Copy each line of the data that has "this" in it.
[Data listing]
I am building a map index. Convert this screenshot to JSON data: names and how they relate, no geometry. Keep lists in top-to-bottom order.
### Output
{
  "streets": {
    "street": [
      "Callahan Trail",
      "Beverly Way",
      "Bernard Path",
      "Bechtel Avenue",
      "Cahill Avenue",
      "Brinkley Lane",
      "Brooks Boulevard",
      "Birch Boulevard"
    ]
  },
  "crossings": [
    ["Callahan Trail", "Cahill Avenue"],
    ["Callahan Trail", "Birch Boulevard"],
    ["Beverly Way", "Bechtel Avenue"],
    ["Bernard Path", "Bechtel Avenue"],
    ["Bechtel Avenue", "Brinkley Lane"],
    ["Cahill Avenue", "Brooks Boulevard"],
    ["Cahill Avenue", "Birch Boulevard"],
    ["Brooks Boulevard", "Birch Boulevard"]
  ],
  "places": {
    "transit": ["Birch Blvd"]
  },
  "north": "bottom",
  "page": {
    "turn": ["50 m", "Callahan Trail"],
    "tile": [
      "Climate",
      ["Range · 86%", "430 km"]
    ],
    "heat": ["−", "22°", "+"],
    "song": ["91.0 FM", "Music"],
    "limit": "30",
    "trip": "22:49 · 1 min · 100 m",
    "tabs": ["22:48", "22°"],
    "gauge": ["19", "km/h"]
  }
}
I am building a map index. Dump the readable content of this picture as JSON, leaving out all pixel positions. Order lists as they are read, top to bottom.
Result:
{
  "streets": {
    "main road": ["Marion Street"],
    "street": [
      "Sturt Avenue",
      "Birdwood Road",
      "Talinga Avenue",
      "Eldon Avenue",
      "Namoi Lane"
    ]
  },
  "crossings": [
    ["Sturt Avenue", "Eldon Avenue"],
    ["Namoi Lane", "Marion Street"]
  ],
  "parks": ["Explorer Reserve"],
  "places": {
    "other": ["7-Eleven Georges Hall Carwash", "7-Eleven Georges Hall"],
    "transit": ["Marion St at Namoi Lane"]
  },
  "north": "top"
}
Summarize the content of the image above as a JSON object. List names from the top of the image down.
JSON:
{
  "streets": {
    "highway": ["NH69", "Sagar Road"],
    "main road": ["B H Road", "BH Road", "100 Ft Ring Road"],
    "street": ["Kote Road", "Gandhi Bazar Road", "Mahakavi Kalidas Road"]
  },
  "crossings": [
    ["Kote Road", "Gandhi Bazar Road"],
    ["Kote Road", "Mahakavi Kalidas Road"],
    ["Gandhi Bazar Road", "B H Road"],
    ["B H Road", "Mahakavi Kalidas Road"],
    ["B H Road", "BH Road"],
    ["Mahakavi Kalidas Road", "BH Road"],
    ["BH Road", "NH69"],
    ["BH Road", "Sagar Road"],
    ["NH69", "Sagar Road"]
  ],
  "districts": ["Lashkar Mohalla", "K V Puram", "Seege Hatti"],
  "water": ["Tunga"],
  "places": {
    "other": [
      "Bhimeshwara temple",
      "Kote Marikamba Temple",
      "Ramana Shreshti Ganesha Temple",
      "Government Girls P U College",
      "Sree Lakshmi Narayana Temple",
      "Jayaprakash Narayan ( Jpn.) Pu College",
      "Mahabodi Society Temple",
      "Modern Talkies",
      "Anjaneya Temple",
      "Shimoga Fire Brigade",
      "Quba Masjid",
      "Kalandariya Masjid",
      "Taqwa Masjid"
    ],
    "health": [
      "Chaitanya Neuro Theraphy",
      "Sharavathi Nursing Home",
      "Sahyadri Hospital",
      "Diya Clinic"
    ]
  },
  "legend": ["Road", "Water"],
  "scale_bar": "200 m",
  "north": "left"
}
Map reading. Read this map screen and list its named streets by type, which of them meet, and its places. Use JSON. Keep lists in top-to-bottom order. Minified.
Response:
[/Data listing]
▶ **Task response**
I am building a map index. Convert this screenshot to JSON data: names and how they relate, no geometry. Keep lists in top-to-bottom order.
I am building a map index. Dump the readable content of this picture as JSON, leaving out all pixel positions. Order lists as they are read, top to bottom.
Map reading. Read this map screen and list its named streets by type, which of them meet, and its places. Use JSON. Keep lists in top-to-bottom order. Minified.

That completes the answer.